Attorney: Bollen is scapegoat for South Dakota visa scandal
The attorney for a man who once ran South Dakota's scandal-ridden investment-for-visa program said Friday the state is trying to make his client a scapegoat by bringing felony charges against him.
Joop Bollen made his first court appearance on charges of diverting more than $1.2 million — through different transfers in 2012 — from an account meant to protect the state from losses. Authorities link the money transfers to Bollen's purchase of an Egyptian artifact, among other uses such as buying bonds.
A court affidavit said most of the money was repaid to the account, but a state investigator said in the document that a nearly $167,000 transfer does not appear to have been refunded. Bollen does not face theft charges.
"If somebody robs a bank and exercises control over money of that bank, and they then leave, and they either find out that law enforcement now knows who they are, or they just decided to do the right thing and they pay that back, that still is an issue under the law," Attorney General Marty Jackley said after the proceeding.
The complicated EB-5 scandal has included state and federal investigations and an inquiry into the suicide of a former government official accused of contributing to its mismanagement.
The new charges deal with SDRC Inc., which previously handled South Dakota's participation in the EB-5 visa program. Bollen headed the EB-5 program for the state when he was in charge of the South Dakota International Business Institute at Northern State University. The program was privatized in 2009 and turned over to SDRC, the company Bollen had founded, until the state took over management in 2013.
Bollen, 52, was charged Thursday, and Jackley has said additional charges may come as authorities continue investigating.
Bollen spoke very little at the brief court appearance in Aberdeen. His attorney, Reed Rasmussen, pushed back against the charges afterward.
"The state has decided to transform what should be at most a breach of contract case into a criminal proceeding in an apparent attempt to make Mr. Bollen a scapegoat for problems encountered with the EB-5 program," Rasmussen said Friday. "There is absolutely no missing money. Mr. Bollen denies all the allegations and looks forward to clearing his name in court."

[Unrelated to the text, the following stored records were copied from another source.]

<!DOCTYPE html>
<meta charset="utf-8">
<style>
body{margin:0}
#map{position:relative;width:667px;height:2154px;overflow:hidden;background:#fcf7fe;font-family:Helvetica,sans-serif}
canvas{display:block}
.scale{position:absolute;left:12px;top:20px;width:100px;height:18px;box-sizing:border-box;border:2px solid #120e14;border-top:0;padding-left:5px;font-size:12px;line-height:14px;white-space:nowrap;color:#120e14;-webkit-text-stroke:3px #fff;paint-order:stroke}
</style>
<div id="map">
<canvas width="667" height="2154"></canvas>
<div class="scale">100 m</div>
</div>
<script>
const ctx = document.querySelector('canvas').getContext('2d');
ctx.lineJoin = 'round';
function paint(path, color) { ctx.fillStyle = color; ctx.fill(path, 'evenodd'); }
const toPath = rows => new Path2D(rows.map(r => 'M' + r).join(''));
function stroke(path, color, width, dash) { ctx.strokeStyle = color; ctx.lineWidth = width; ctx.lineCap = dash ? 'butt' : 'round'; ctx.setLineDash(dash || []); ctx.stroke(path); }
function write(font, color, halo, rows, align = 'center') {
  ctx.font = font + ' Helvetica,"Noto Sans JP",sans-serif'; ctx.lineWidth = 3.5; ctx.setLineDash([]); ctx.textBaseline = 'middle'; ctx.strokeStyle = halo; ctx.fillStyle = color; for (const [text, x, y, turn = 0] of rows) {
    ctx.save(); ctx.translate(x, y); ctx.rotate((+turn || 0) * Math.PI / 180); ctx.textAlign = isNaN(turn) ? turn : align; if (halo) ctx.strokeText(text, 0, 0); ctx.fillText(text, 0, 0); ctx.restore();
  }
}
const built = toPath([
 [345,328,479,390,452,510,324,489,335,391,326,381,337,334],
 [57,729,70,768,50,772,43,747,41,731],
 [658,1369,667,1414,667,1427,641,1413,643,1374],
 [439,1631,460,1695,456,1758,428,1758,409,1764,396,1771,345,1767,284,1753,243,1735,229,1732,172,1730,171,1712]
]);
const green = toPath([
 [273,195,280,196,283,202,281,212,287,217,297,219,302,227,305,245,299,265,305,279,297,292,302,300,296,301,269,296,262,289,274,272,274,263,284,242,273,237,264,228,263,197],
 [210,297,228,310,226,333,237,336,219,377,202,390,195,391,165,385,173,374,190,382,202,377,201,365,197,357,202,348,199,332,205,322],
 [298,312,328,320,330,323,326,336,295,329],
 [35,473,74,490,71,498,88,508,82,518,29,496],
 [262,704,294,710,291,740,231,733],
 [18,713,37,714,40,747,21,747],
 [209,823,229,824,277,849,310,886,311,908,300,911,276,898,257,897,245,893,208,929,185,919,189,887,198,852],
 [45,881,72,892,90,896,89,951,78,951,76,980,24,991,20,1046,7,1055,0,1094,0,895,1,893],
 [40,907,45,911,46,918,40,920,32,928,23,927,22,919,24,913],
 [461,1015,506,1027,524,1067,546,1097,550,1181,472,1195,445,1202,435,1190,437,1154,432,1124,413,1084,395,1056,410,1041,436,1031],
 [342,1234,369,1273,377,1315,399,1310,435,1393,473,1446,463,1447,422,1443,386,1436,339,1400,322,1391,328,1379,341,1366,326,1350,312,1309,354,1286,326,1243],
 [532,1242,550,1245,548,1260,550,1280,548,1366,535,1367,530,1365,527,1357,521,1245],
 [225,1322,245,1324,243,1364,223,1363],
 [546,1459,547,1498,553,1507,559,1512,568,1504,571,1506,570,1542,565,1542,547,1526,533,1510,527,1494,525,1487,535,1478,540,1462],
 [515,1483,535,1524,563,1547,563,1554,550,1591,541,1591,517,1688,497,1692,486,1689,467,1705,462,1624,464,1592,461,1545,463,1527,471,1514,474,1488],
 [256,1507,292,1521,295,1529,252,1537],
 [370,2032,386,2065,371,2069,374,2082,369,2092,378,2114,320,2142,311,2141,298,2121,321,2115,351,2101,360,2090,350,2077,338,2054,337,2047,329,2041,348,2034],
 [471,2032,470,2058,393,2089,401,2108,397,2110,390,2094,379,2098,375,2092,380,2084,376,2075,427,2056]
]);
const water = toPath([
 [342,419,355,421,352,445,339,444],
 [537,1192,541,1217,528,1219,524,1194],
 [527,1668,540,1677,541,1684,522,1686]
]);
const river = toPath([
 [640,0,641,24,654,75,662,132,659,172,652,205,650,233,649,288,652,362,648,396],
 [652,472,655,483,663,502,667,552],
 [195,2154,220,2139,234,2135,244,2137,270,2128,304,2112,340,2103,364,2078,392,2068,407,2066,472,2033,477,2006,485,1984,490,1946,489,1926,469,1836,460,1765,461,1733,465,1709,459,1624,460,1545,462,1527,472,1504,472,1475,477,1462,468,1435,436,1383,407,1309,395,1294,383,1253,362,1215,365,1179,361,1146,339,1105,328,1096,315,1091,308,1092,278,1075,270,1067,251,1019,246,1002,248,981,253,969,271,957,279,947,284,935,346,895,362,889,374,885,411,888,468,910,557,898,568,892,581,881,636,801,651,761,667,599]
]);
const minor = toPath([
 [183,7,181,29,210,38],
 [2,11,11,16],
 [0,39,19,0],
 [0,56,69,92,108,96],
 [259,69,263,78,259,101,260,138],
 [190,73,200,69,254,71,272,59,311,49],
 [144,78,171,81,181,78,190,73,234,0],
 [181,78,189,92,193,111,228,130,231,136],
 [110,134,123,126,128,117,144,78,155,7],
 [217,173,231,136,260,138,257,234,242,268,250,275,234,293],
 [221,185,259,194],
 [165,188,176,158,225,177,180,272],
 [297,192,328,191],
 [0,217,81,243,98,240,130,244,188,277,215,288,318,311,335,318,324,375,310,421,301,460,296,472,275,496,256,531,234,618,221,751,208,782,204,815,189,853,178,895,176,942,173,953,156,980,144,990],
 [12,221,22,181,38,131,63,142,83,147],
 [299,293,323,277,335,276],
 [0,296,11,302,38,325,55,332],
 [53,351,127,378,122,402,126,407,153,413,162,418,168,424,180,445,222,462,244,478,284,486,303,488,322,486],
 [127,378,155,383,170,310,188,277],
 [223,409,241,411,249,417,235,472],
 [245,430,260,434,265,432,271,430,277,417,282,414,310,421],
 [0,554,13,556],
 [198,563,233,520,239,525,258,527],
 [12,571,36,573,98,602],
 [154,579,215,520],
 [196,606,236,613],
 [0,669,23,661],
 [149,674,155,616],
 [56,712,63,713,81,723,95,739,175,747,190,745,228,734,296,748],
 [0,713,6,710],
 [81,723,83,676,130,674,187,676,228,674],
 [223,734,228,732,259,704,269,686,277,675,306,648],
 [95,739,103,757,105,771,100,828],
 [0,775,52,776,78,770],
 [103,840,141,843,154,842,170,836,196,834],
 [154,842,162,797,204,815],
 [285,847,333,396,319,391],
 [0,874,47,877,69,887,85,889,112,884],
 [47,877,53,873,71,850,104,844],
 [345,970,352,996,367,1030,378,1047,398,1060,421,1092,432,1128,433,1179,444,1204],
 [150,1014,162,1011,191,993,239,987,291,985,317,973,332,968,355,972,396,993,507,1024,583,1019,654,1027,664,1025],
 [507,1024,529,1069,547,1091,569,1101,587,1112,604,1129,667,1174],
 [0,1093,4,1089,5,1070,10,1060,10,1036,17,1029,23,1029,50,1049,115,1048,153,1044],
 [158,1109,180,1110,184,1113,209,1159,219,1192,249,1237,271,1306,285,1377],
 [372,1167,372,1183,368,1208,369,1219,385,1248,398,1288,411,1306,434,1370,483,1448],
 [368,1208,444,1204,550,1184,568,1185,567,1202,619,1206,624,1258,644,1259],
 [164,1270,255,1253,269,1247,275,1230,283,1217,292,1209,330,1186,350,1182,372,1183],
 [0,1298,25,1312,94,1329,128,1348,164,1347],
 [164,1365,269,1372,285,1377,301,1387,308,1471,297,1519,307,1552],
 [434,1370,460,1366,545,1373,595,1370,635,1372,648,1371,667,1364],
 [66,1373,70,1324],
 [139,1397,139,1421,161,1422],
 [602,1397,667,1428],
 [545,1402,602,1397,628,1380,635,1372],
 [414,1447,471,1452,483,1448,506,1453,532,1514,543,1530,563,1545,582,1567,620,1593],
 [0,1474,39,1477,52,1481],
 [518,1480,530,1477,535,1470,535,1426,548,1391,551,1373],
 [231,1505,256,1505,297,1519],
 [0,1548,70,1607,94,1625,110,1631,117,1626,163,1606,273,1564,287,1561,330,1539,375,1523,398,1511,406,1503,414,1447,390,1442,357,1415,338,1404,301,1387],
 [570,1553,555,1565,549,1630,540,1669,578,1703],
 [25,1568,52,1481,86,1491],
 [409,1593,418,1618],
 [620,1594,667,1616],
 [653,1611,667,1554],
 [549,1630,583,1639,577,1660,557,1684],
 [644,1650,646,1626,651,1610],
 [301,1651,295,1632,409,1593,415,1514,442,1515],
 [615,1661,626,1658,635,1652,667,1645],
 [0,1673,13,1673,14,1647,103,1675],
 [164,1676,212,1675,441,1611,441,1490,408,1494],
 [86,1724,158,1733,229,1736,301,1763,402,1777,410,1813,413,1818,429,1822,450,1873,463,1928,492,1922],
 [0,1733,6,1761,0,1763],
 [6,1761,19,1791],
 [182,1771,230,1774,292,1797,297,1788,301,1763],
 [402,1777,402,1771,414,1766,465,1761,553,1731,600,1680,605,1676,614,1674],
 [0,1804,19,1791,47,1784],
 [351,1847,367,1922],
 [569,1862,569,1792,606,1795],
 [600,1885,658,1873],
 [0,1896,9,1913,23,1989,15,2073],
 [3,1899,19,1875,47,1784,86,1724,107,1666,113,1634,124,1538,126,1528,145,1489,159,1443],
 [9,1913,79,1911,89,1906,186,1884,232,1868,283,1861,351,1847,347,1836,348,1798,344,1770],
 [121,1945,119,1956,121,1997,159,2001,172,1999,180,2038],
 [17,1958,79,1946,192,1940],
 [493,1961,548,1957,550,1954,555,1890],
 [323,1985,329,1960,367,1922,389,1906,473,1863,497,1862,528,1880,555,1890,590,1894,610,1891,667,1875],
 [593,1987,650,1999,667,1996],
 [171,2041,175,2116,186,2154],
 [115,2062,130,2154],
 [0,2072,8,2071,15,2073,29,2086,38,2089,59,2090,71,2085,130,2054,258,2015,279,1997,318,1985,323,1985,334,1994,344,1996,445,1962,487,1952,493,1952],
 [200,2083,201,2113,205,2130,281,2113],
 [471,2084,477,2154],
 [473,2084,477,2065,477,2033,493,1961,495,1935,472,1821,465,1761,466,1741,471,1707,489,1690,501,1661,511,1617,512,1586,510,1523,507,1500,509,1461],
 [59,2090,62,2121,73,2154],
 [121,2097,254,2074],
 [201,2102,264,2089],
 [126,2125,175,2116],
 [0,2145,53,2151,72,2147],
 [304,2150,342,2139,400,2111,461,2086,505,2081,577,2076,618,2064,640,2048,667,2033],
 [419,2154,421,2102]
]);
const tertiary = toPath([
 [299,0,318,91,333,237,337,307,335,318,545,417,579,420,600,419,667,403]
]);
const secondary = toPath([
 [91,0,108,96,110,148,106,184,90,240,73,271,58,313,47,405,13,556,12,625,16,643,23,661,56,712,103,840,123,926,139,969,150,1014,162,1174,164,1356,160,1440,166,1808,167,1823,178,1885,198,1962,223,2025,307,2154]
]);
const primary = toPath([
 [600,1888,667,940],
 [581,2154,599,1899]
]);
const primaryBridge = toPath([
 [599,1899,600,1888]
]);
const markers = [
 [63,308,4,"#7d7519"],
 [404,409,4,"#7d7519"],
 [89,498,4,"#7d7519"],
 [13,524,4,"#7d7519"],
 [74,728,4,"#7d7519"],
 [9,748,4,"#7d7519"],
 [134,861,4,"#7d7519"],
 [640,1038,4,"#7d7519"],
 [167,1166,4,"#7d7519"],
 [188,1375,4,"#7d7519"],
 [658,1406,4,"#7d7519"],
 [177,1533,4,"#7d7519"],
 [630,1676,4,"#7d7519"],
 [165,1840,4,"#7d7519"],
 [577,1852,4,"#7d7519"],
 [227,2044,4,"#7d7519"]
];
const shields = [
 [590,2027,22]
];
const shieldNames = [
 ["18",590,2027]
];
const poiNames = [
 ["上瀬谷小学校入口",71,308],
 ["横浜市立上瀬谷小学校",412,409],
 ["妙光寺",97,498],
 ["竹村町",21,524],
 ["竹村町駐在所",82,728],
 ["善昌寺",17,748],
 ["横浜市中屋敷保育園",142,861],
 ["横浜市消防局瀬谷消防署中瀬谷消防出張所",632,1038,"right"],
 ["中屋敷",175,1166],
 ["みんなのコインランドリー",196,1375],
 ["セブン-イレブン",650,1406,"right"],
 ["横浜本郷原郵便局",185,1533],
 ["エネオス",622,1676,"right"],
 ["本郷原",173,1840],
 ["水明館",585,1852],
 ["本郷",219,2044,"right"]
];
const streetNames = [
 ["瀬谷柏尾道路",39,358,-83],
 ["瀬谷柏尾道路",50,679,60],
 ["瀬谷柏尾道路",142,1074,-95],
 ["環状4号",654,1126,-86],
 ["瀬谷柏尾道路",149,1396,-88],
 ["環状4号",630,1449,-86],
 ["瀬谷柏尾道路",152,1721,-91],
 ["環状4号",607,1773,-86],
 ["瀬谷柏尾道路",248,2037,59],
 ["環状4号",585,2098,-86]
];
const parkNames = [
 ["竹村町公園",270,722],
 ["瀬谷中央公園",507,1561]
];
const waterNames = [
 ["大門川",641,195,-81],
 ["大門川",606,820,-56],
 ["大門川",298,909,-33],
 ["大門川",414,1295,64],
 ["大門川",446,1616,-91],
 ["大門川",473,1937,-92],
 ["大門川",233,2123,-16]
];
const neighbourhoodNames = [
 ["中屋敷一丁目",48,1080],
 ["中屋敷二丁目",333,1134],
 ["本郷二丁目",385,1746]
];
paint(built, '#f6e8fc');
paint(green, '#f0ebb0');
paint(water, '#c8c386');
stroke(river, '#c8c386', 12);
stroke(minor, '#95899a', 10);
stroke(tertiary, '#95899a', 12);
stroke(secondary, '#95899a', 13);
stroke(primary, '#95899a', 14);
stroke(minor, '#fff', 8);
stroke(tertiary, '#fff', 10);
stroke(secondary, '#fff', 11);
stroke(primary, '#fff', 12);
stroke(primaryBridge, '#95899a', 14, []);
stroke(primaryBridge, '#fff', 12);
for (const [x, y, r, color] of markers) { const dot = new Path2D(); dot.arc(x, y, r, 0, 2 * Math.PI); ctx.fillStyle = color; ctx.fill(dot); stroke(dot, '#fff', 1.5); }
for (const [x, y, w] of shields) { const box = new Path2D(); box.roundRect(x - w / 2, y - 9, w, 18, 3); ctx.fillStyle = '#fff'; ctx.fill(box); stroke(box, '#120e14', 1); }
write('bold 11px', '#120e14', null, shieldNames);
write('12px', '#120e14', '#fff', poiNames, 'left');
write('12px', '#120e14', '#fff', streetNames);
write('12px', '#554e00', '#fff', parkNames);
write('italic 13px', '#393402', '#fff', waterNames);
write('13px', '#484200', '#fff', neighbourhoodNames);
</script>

The state directed SDRC to create the fund at the center of the charges as part of its 2009 contract to manage the program.
Most of the more than $1.2 million total in transfers — spread across five occasions in 2012 — from the fund went directly into SDRC's main bank account, according to the court affidavit.
Then, authorities noted transfers out of SDRC's account. They link the funds to Bollen's purchase for nearly $97,000 in April 2012 of an Egyptian artifact from a dealer. A spokeswoman for the merchant wasn't able to provide details about the artifact to The Associated Press based on the information provided.
In June 2012, authorities say $310,000 was transferred from the fund to SDRC's account. The next day, the same amount was moved from SDRC's account to the Harer Family Trust. Benson Harer, a collector of Egyptian artifacts who said he had spoken to an investigator, declined to comment.
Jackley declined to provide more details about "where those assets are at this time."
South Dakota was one of the states that championed the immigration program for investors, which was led by Bollen and former Governor's Office of Economic Development secretary Richard Benda. Benda committed suicide in 2013 as state officials prepared felony theft charges against him.
The issue came up during former Gov. Mike rounds successful 2014 campaign for the U.S. Senate, with critics faulting his management of the program.
Rounds served as South Dakota's Republican governor from 2003-2011. The EB-5 program was one of several federal tools meant to bring economic development to rural areas, and South Dakota was among nearly all states in participating, Rounds said in a statement Friday.
"Oversight and accountability should be expected at the federal level," Rounds said. "I've said for two years that I would work to see improvements in this and other federal programs where additional federal oversight is needed."